Драма «Король забавляется», появившаяся в свет во время июньского республиканского восстания 1832 г., была запрещена после первого же представления. Театру, как рассказывает сам писатель, было приказано немедленно снять с афиши «короткую бунтарскую фразу»: «Король забавляется», под тем предлогом, что пьеса «оскорбительна для нравственности». Подлинная же причина запрета заключалась в том, что в обстановке республиканских боев против июльской монархии драма Гюго воспринималась широкой публикой как боевой революционный спектакль, разоблачающий королевский деспотизм. Недаром на ее единственном представлении с воодушевлением пели «Марсельезу» и «Карманьолу» (драма «Король забавляется» вернулась на французскую сцену лишь спустя пятьдесят лет, в 1882 г.).
Первой пьесой Гюго, не только попавшей на сцену, но и выдержавшей сорок пять представлений, была «Эрнани». Вокруг нее и разразились главные бои «романтиков» и «классиков», как тогда называли две партии, яростно сражавшиеся между собой в искусстве. Чтобы отстоять пьесу, автору пришлось не только самому присутствовать на всех представлениях, но и приводить с собой друзей и единомышленников — писателей, поэтов, живописцев, скульпторов, музыкантов, которые, разбившись на отряды, под предводительством Теофиля Готье, Жерара де Нерваля, Петрюса Бореля и других молодых романтиков из «Сенакля», взяли на себя защиту «Эрнани». Среди «банды» Гюго, как тогда называли эту романтическую молодежь ее противники, особенно выделялся юный Теофиль Готье, которому нравилось эпатировать респектабельную публику своей рыжей бородой и розовым жилетом. Во время представления пьесы из лож раздавался хохот, свист, шикание в ответ на каждую необычную реплику или стих, противоречивший устоявшимся законам классицистской поэтики. Романтическая молодежь и демократическая публика партера покрывали эти свистки аплодисментами и угрожающими выкриками по адресу противников. Битва за «Эрнани», состоявшая в состязании свистков, выкриков и аплодисментов, продолжалась все девять месяцев, пока пьеса не сходила со сцены.

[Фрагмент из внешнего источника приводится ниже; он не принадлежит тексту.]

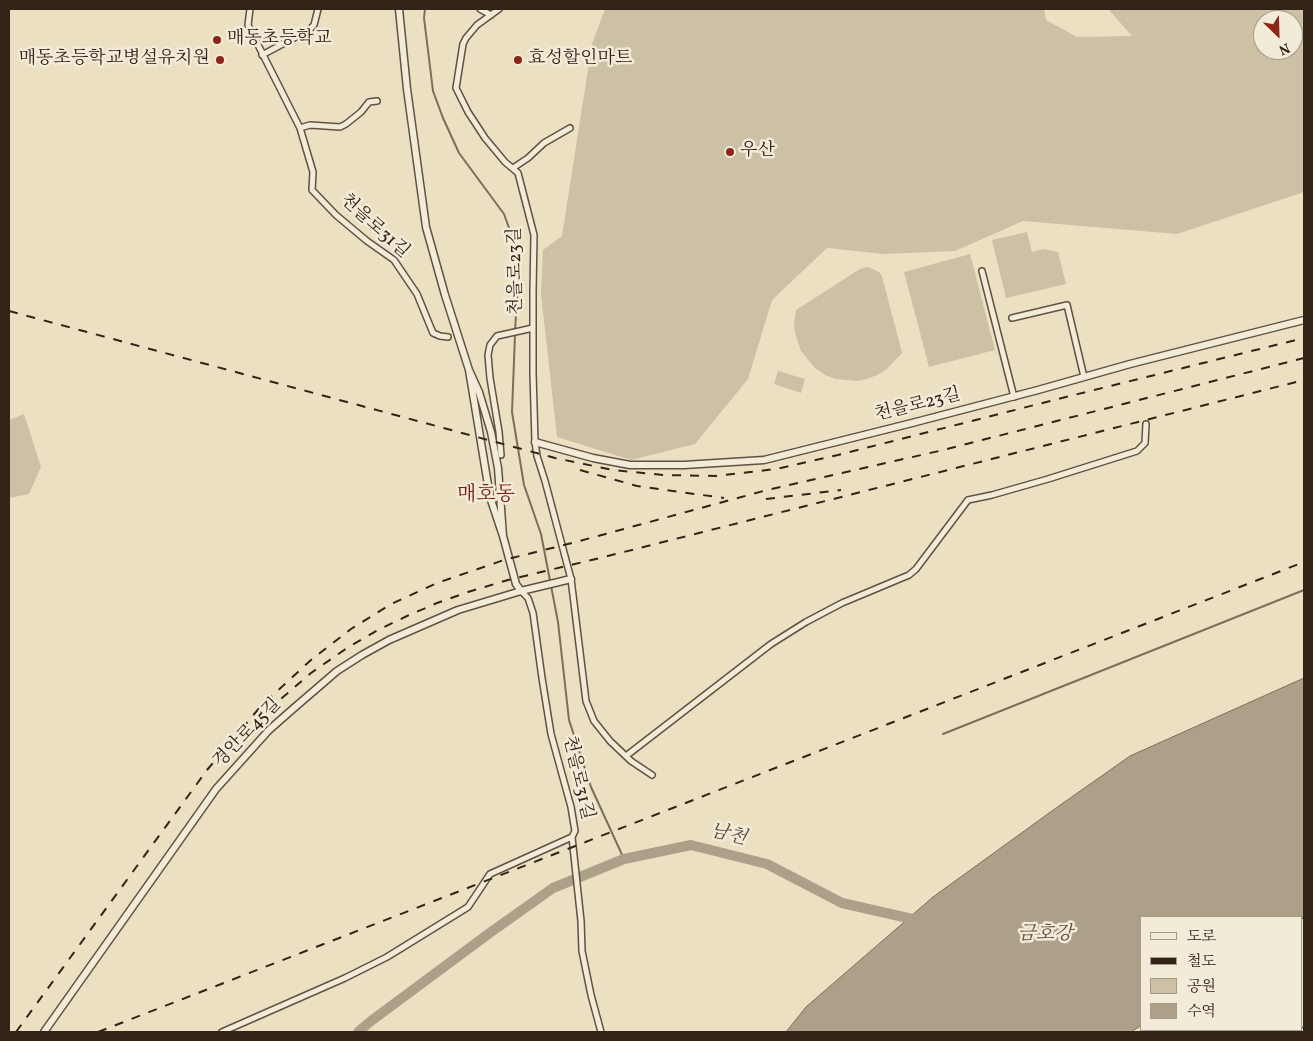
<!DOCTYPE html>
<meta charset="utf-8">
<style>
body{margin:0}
#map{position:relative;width:1313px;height:1041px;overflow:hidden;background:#ebe0c2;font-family:Vollkorn,"Noto Serif KR",serif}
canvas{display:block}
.frame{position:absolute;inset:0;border:10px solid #322317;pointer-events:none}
.legend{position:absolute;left:1140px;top:916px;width:162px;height:115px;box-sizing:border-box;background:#f2ebd7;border:1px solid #a59b8a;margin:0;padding:6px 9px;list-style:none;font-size:15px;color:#322317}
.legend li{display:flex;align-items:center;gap:10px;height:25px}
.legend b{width:25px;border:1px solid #a59b8a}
.north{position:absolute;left:1253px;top:10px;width:50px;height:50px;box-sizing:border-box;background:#f2ebd7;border:1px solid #a59b8a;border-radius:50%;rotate:156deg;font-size:14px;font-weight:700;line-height:20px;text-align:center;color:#322317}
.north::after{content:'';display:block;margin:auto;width:18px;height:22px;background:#8f2418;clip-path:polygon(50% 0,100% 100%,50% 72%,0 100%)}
</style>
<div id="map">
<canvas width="1313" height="1041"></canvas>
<div class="frame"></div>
<ul class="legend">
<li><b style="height:6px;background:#f2ebd7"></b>도로</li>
<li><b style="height:6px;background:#322317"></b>철도</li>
<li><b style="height:14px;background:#ccc0a5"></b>공원</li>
<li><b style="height:14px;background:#aca088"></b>수역</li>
</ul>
<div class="north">N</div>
</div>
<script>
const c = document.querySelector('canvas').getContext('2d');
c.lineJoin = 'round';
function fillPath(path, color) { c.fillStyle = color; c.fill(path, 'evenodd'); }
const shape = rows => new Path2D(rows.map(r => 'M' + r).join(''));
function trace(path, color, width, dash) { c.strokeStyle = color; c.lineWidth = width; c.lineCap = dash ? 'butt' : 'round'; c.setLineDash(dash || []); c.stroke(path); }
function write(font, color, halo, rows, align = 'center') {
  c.font = font + ' Vollkorn,"Noto Serif KR",serif'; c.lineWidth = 5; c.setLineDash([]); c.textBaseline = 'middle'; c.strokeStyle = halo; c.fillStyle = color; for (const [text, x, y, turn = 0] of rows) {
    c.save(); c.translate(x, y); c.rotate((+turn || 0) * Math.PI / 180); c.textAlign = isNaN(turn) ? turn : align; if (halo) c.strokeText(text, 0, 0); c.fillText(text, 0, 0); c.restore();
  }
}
fillPath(shape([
 [605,9,1044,9,1046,20,1077,37,1132,36,1108,9,1304,9,1304,192,1177,234,1023,221,955,251,884,254,827,248,772,300,748,379,695,444,631,460,557,437,541,294,543,250,562,236,592,44],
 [1263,20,1293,20,1293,50,1263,50],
 [1027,232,1032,252,1043,249,1058,252,1066,284,1006,298,992,240],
 [970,254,995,350,929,367,904,272],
 [868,267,879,272,882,276,902,353,887,369,877,375,867,379,857,381,836,379,825,375,815,368,801,351,795,333,794,324,796,310,860,269],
 [778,371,805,379,801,393,774,384],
 [24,414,41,467,29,494,9,498,9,420]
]), '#ccc0a5');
const water = shape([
 [1304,678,1304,917,1302,919,1302,917,1142,917,1142,1025,1131,1032,786,1032,806,1007,933,897,1056,808,1130,756,1304,678]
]);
fillPath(water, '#aca088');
trace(water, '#7b6e5b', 1);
trace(shape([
 [425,9,424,18,433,91,443,118,459,153,504,214,520,258,515,330],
 [515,335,512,412,524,485,541,534,558,622,569,720,591,787,624,859],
 [943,734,1304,590]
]), '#7b6e5b', 2);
trace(shape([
 [358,1032,371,1021,491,932,553,888,624,859,691,845,767,864,842,903,921,921]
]), '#aca088', 10);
const minor = shape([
 [250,9,248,25,300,128,313,172,312,190,336,215,367,241,394,260,417,294,433,333,440,336,448,337],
 [480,9,491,15],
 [499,9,477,25,466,38,463,44,456,88,468,112,485,138,505,162,518,173,534,235,533,291,533,373,535,442,537,456,545,481,571,579,586,701,594,721,610,741,631,761,652,775],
 [262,55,309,30,314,25,318,9],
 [300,128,310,125,340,127,346,124,361,112,369,102,377,101],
 [513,168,528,158,544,143,570,128],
 [982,271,1014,397],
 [1012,318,1067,305,1084,377],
 [501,455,499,432,490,378,488,355,490,345,497,336,533,328],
 [521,591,528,598,533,613,542,678,551,734,571,807,575,831,572,837,581,921,582,951,591,995,601,1032],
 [626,756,771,644,806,622,842,603,909,575,916,569,968,500,992,495,1048,479,1137,451,1145,443,1146,424],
 [222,1032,345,978,387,957,468,907,490,874,572,837]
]);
const tertiary = shape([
 [399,9,407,89,426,227,445,295,469,370,479,392,491,432,498,468,503,536,490,497,469,370],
 [535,442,593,458,630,465,684,465,764,460,912,423,1038,390,1130,364,1304,320],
 [503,536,516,584,521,591],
 [44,1032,216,789,269,730,294,708,337,671,362,655,389,640,458,610,521,591,571,579],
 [1300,1032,1304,1031]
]);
trace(minor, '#605242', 8);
trace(tertiary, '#605242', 9);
trace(minor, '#f2ebd7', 5);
trace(tertiary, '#f2ebd7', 6);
trace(shape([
 [9,311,555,458,613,470,663,475,715,476,776,469,838,455,1062,398,1304,338],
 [580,470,637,486,724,498],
 [766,499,841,490],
 [255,723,268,710,311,673,347,648,378,630,407,616,437,603,468,592,508,580,604,557,1304,380],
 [16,1032,207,770,261,706,311,660,351,629,391,604,437,583,504,560,576,542,767,490,939,451,1304,358],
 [98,1032,1304,562]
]), '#322317', 2, [9, 9]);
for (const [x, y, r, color] of [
 [217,40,5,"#8f2418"],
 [220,60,5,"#8f2418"],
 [518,60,5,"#8f2418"],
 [730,152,5,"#8f2418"]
]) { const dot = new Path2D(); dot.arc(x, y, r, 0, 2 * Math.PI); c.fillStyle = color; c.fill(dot); trace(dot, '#f2ebd7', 2); }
write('18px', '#322317', '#f2ebd7', [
 ["매동초등학교",227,40],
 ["매동초등학교병설유치원",210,60,"right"],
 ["효성할인마트",528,60],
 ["우산",740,152]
], 'left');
write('18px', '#322317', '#f2ebd7', [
 ["천을로31길",374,227,42],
 ["천을로23길",517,271,-91],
 ["천을로23길",918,406,-14],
 ["경안로45길",248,734,-46],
 ["천을로31길",577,778,77]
]);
write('italic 19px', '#5d4f3f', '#f2ebd7', [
 ["남천",728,836,14],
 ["금호강",1045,936]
]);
write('20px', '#7a1f14', '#f2ebd7', [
 ["매호동",486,496]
]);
</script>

Против романтического театра активно ополчилась и реакционная пресса, которая взывала к властям с требованием спасти театр от романтиков, как будто речь шла об уличном мятеже. «Если полиция не предпримет серьезных мер, зал театра может стать ареной, на которой мирные люди будут отданы на произвол диким зверям», — писала газета «Корсэр» по поводу представлений «Эрнани». Легитимистская газета «Ла котидьен» не без основания утверждала, что пьесы Гюго «находят больше оппозиции со стороны политической, чем литературной», что на него сердятся не за то, что он «презрел правила Аристотеля», а за то, что он «оскорбляет королей». А хроникер ультрамонархической газеты «Франс» писал 22 ноября 1832 г. следующие «устрашающие» слова о единственном представлении драмы «Король забавляется»: «Я никогда в жизни не забуду партер театра, битком набитый публикой…, спустившейся сюда из кабачков предместий Сент-Антуан и Сен-Мартен, вопящей во всю глотку гимны 93-го года и сопровождающей их бранью и угрозами против всякой неодобрительной критики пьесы»[28].
Страх и ненависть, которые реакционные современники Гюго испытывали по отношению к романтической драме, естественно, связывались ими с призраком революции и ее вершиной — 1793 г. Органическая связь театра Гюго с идеями и драматической реальностью Великой французской революции XVIII в. неоспорима. Об этом говорит прежде всего тираноборческий дух, пронизывающий все его драмы. Начиная с «Марион Делорм» драма Гюго пламенно атакует тиранию и произвол всех видов: она клеймит деспотическую власть короля, министров, вельмож, испанских грандов или итальянских тиранов. Самой сильной сценой «Марион Делорм» оказывается заключительная, где Марион, не дождавшись помилования своего любимого Дидье, за жизнь которого опа так самоотверженно боролась, кричит, обращаясь к народу и указывая на носилки всесильного кардинала: «Вот в красном палача проносят! Все глядите!»
Так же как и в романе «Собор Парижской богоматери», в основе драматургии Гюго лежит идея борьбы всего народа в целом (т. е. всего третьего сословия) против знати и духовенства. Недаром автор постоянно вкрапливает в художественный текст политические реплики о вопиющем неравенстве народа и знати. «Я — знатный вельможа, благородный лорд, а ты — первый встречный, простолюдин, человек из народа», — заносчиво заявляет один из героев драмы «Мария Тюдор», похваляясь тем, что за убийство человека «дворянин уплачивает четыре су штрафа», а простолюдина «вздергивают за это на виселицу».